**What you have to do**
Your response should be every line from the entries that includes the string "symbols".

**Information provided**
########################################

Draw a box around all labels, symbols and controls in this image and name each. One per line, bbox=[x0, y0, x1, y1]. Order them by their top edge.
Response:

########################################

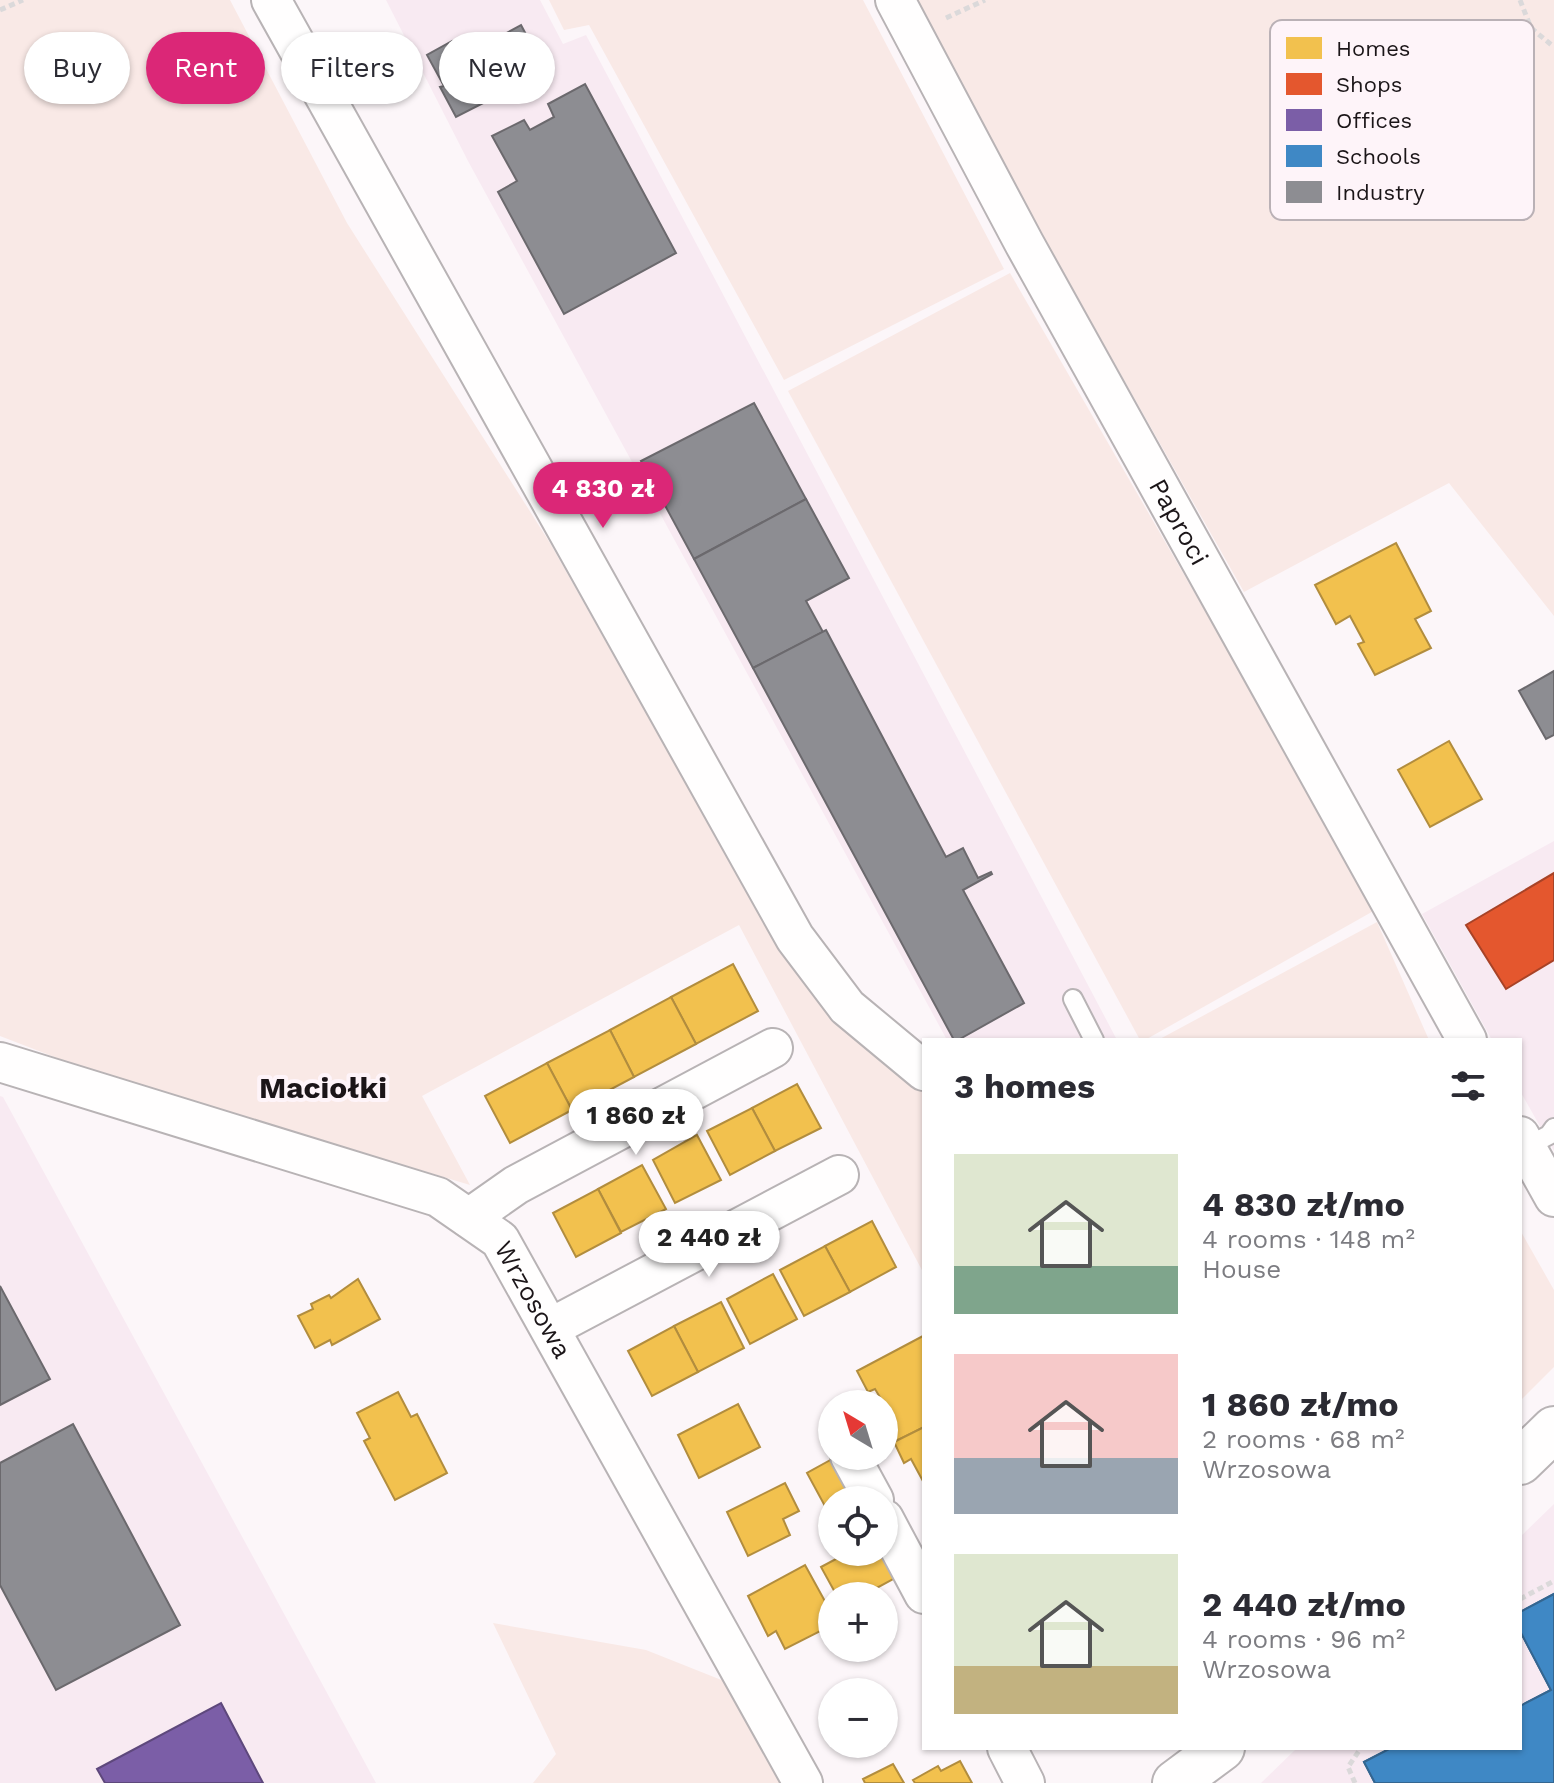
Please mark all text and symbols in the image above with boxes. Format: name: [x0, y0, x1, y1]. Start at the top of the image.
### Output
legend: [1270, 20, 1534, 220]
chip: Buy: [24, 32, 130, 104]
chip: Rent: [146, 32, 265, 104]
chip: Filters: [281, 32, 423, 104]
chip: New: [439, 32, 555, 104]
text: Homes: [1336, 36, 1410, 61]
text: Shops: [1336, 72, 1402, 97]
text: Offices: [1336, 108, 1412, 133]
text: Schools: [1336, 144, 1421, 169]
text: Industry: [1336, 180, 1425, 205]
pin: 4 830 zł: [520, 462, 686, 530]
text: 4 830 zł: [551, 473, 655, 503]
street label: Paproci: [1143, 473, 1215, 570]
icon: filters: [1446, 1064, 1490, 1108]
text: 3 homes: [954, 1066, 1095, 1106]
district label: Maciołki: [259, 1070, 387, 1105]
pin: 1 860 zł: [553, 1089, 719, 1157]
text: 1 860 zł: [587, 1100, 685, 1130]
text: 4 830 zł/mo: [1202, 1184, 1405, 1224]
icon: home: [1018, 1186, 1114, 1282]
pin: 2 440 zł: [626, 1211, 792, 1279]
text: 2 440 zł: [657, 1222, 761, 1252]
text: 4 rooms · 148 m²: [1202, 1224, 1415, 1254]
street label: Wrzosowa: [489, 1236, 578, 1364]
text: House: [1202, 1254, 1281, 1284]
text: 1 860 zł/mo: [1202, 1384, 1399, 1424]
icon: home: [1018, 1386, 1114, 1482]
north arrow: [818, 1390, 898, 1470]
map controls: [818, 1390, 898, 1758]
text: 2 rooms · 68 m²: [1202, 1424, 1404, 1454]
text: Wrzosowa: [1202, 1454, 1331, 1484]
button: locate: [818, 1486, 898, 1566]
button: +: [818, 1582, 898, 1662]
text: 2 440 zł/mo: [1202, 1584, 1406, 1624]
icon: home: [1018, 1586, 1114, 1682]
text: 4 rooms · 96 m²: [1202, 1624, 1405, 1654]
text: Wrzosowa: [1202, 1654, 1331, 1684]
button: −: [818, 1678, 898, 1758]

########################################

**Output**
Draw a box around all labels, symbols and controls in this image and name each. One per line, bbox=[x0, y0, x1, y1]. Order them by their top edge.
Please mark all text and symbols in the image above with boxes. Format: name: [x0, y0, x1, y1]. Start at the top of the image.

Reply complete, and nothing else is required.